At his March 1 confirmation hearing, Butterfield said “Once I learned that special legislation would have little chance of passing the Senate and House, and that resolution one way or the other would probably take months, I did what I felt I had to do – wrote the letter to Secretary Seamans asking that my name be dropped from the retired roles.”

Butterfield was confirmed as Administrator on March 12. Four months later, on July 16, Butterfield etched his name in the pages of history when he testified before the Senate Watergate Committee and revealed the existence of President Nixon’s Oval Office tape recording system, which Butterfield had installed.

Although this was Butterfield’s only link to Watergate, it was a big one, and it hampered his ability to perform the FAA job adequately. After he left, he sought a Quesada-style private bill to restore his pension and benefits, but after debate on May 20, 1975, the Senate defeated the bill on a vote of 42 yeas, 47 nays. Butterfield never got his pension and benefits back.

1984. Congress enacted Public Law 98-256 on April 10, 1984, a McKee-style law allowing retired Navy Vice Admiral Donald Engen to remain on the retired list while serving as FAA Administrator. Engen served from April 1984 to July 1987.

1989. Congress enacted Public Law 101-47 on June 30, 1989, a McKee-style law allowing retired Navy Admiral Jim Busey to remain on the retired list while serving as FAA Administrator. Busey served from June 1989 to December 1991.

1991-1992. When Jim Busey moved up to Deputy Secretary of Transportation, George H.W. Bush again went to a retired officer, Air Force Major General Jerry Curry (who had been running NHTSA) to run the FAA, and Congress enacted Public Law 102-223, a McKee-style advance waiver, on his behalf. But when the attempt to get him confirmed before the end of session failed, things went south, with the White House ordering him to resign in early February and Curry at first refusing to do so (read this amazing Washington Post story for details). Curry eventually agreed to leave in late March and his nomination was formally withdrawn on April 9.

Bush then turned to another retired four-star, Air Force General Thomas Richards, to run the FAA, and Congress again enacted a McKee-style advance waiver (Public Law 102-308) on June 26, 1992. Richards served as Administrator for the remainder of Bush’s term.

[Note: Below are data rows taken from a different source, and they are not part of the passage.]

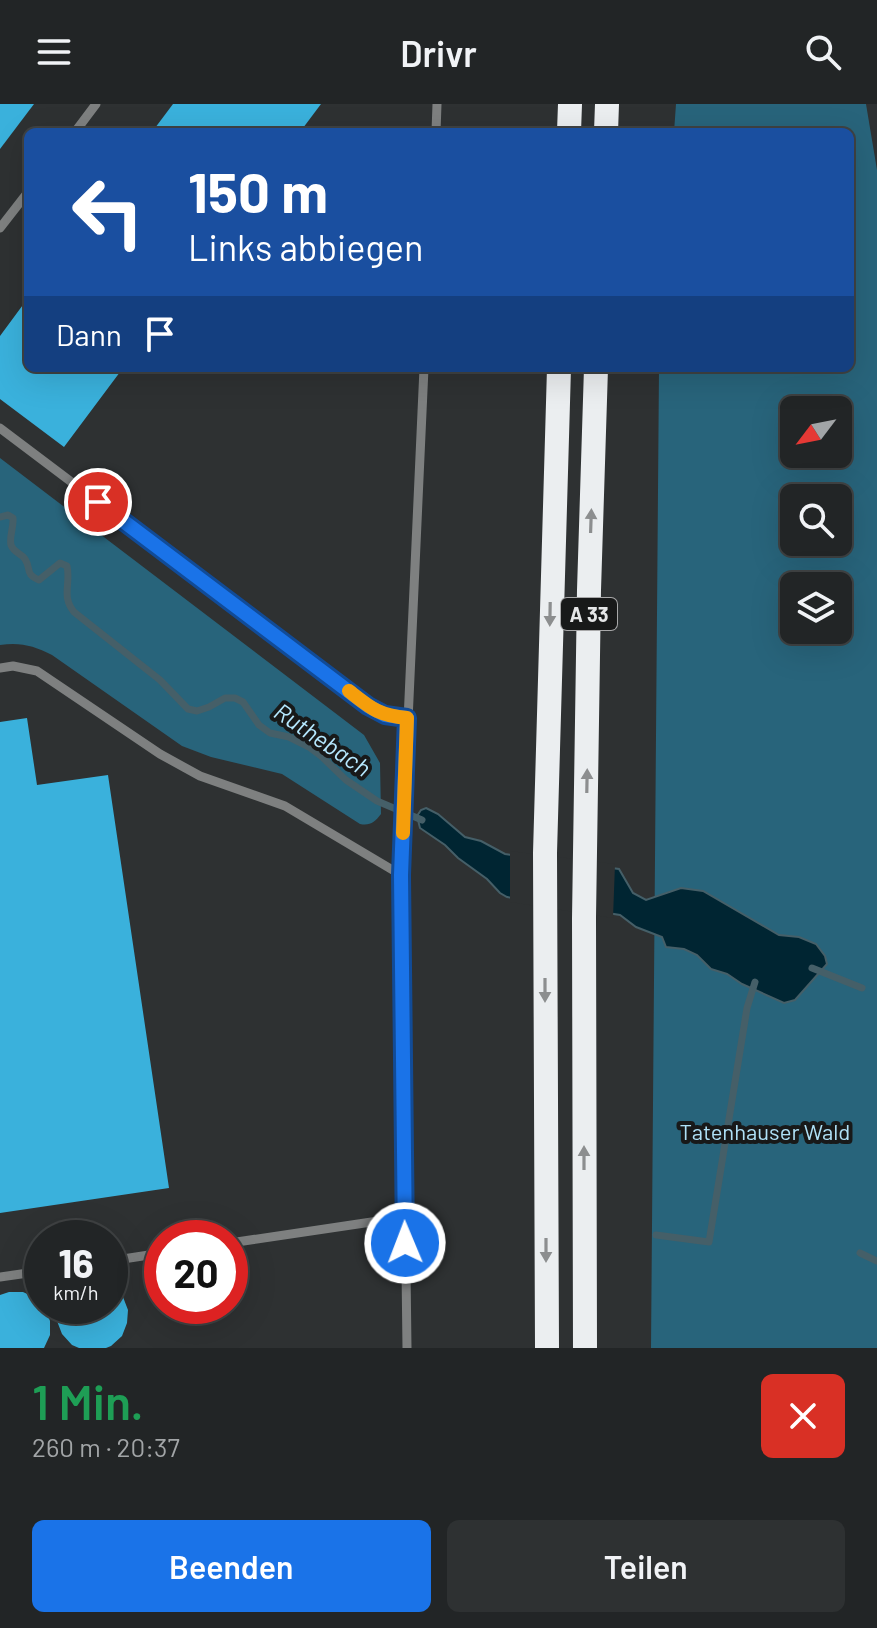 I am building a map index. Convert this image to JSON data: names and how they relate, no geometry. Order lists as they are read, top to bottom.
{
  "streets": {
    "highway": ["A 33"]
  },
  "water": ["Ruthebach"],
  "parks": ["Tatenhauser Wald"],
  "north": "bottom left",
  "page": {
    "header": "Drivr",
    "turn": ["150 m", "Links abbiegen"],
    "then": "Dann",
    "speed": "16 km/h",
    "limit": "20",
    "heading": ["1 Min.", "260 m · 20:37"],
    "buttons": ["Beenden", "Teilen"]
  }
}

The tally currently stands at five nominees given special dispensation in advance by law to serve while remaining on the retired list, one nominee who resigned from the retired list and later had his pension and benefits restored via a private Act of Congress, and one nominee who resigned from the retired list and never got his pension and benefits restored.

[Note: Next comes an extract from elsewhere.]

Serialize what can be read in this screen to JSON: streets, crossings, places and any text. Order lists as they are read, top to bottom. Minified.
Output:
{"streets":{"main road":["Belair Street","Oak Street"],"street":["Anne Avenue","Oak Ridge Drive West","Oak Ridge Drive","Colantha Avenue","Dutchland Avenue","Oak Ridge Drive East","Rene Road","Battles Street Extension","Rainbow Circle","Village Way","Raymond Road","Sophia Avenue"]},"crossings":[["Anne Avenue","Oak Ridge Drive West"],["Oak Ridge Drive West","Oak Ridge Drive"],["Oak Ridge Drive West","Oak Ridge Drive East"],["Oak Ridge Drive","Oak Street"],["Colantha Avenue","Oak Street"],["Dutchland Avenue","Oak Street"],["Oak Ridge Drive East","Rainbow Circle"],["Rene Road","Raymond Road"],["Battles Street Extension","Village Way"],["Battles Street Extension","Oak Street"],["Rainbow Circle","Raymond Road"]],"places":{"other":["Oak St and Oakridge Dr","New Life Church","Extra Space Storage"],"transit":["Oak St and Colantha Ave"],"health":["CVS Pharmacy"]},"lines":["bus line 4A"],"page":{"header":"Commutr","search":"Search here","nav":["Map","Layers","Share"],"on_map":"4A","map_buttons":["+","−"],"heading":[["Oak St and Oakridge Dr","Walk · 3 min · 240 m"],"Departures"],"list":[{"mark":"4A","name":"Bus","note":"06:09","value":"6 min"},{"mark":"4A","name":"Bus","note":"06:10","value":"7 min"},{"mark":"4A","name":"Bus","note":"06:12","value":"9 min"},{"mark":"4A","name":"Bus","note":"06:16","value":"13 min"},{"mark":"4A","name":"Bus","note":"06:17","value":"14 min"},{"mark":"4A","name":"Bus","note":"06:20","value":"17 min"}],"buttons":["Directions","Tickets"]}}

Commissioned versus non-commissioned officer.

One thing that all of the previous nominees mentioned above had in common was that they had all served as “commissioned officers” – they all had a piece of paper, signed by the President, appointing them to office and ordering those of lesser rank to obey the commissioned officer. The commissioning documents all say that “This commission is to continue in force during the pleasure of the President of the United States of America for the time being, under the provisions of those Public Laws relating to Officers of the Armed Forces of the United States of America and the component thereof in which the appointment is made.” Promotions to higher grades of commissioned officer are subject to Senate confirmation.

Commissioned officers retain their commission while on the retired list, and are subject to being recalled to active duty at any time.

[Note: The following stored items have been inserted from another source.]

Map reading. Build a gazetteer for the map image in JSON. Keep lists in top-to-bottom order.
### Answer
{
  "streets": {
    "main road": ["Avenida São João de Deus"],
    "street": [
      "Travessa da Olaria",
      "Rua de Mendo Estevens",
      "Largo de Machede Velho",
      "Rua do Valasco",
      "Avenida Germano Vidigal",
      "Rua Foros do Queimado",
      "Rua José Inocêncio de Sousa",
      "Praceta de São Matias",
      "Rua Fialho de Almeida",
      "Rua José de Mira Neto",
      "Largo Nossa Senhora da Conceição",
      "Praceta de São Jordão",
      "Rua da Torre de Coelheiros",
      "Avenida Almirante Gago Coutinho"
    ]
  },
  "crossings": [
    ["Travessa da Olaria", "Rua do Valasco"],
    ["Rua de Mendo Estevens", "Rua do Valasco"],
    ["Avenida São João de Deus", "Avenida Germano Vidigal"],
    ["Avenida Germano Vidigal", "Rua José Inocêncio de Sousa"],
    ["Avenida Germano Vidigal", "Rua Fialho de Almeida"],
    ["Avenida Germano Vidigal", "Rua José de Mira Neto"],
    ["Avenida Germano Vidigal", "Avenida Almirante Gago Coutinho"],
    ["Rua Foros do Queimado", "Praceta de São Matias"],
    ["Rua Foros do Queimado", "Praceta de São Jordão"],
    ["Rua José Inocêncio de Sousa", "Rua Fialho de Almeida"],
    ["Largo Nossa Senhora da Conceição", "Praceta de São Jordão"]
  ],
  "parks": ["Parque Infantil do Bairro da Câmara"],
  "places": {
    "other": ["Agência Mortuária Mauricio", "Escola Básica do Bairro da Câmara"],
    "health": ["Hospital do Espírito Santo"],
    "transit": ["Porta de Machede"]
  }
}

But Phil Washington enlisted in the Army as a private and eventually rose to chief master sergeant (a “noncommissioned officer”). Noncommissioned officers (sergeants and chief petty officers of many varieties) don’t get a piece of paper signed by the President – instead, they get a certificate of appointment signed by a commissioned officer. And their relationship to the service, while on active duty, is more contractual – they sign up for fixed terms of service, and then renew if they choose.

But enlisted retirees, too, are subject to recall to active duty – 10 U.S.C. §688 says that “A retired member of the Regular Army, Regular Navy, Regular Air Force, Regular Marine Corps, or Regular Space Force…may be ordered to active duty by the Secretary of the military department concerned at any time… under regulations prescribed by the Secretary of Defense…”

And the Uniform Code of Military Justice (UCMJ) says, in Article 2(a)(4) that “Retired members of a regular component of the armed forces who are entitled to pay” are subject to the UCMJ.

Practically speaking, even if there is a need, Phil Washington will never be recalled to active duty, because, per the Army regs, “Retired Soldiers who reach age 60 prior to the announcement of a mobilization will not be involuntarily mobilized,” and he is past that age. But, theoretically, regulations can be changed.

There are other differences, as well. Holding a commission signed by the President gives a person a status under U.S. and international law as an official part of the government to a degree that is somewhat lacking on the noncommissioned side. (Eric Haney, a member of the founding training cadre of the Army’s Delta Force, wrote that for certain kinds of special forces covert missions that involved being in foreign countries without permission, they only sent sergeants – no commissioned officers – because, in the event they got caught, it is much more difficult under international law to deny that a commissioned officer was there on behalf of the United States, conducting policy. Noncoms can more plausibly be disavowed.)

The fundamental question

Is an Army enlisted man, who retired from active duty 23 years ago and now draws a pension, but who theoretically remains subject to recall to active duty until his death, now a “civilian”? Most people, as the word is commonly used today, would probably say “yes.” The House conferees on the 1958 FAA Act disagreed and said that anyone on the retired list is still military, not civilian, and every military retiree who was nominated to head the FAA from 1958-1992, all of whom were commissioned officers, was treated by Congress as being military, not civilian.

In the last few decades, judicial reliance on legislative history to interpret law has declined (thanks, Justice Scalia). Should the statement of the House conferees in 1958 be used in 2023 to define “civilian” in a way that may not be in common use?

(This is the point where the Biden Administration is supposed to whip out an authoritative legal opinion from the Office of Legal Counsel at the Justice Department interpreting this provision one way or the other. The fact that no one will tell me whether or not such a legal opinion even exists is disconcerting.)

Sam Graves (R-MO), the new chairman of the House Transportation and Infrastructure Committee, said in a January speech to the Aero Club that he believed that Washington’s nomination would require a waiver of 49 U.S.C. §106 and that he would not support such a waiver law because he does not support the nomination (based on what he says is the nominee’s relative lack of aviation experience).

But if the Administration takes the position that the nominee, as a noncommissioned officer on the retired list since 2000 and receiving a pension, is a “civilian” for purposes of 49 U.S.C. §106, and a majority of the Senate decides to go along with that interpretation and confirms Washington, there aren’t any obvious remedies for opponents. Someone, somewhere, will eventually challenge an official regulation or action taken by Administrator Washington in federal court, and in addition to the usual Administrative Procedure Act challenges, the lawyers might also use that opportunity to further challenge the FAA action on the grounds that Washington was not legally eligible to serve. But that would be an uphill fight taking place years from now.

In the meantime, a legal opinion from the Office of Legal Counsel (or the White House Counsel) on this issue would be more than welcome.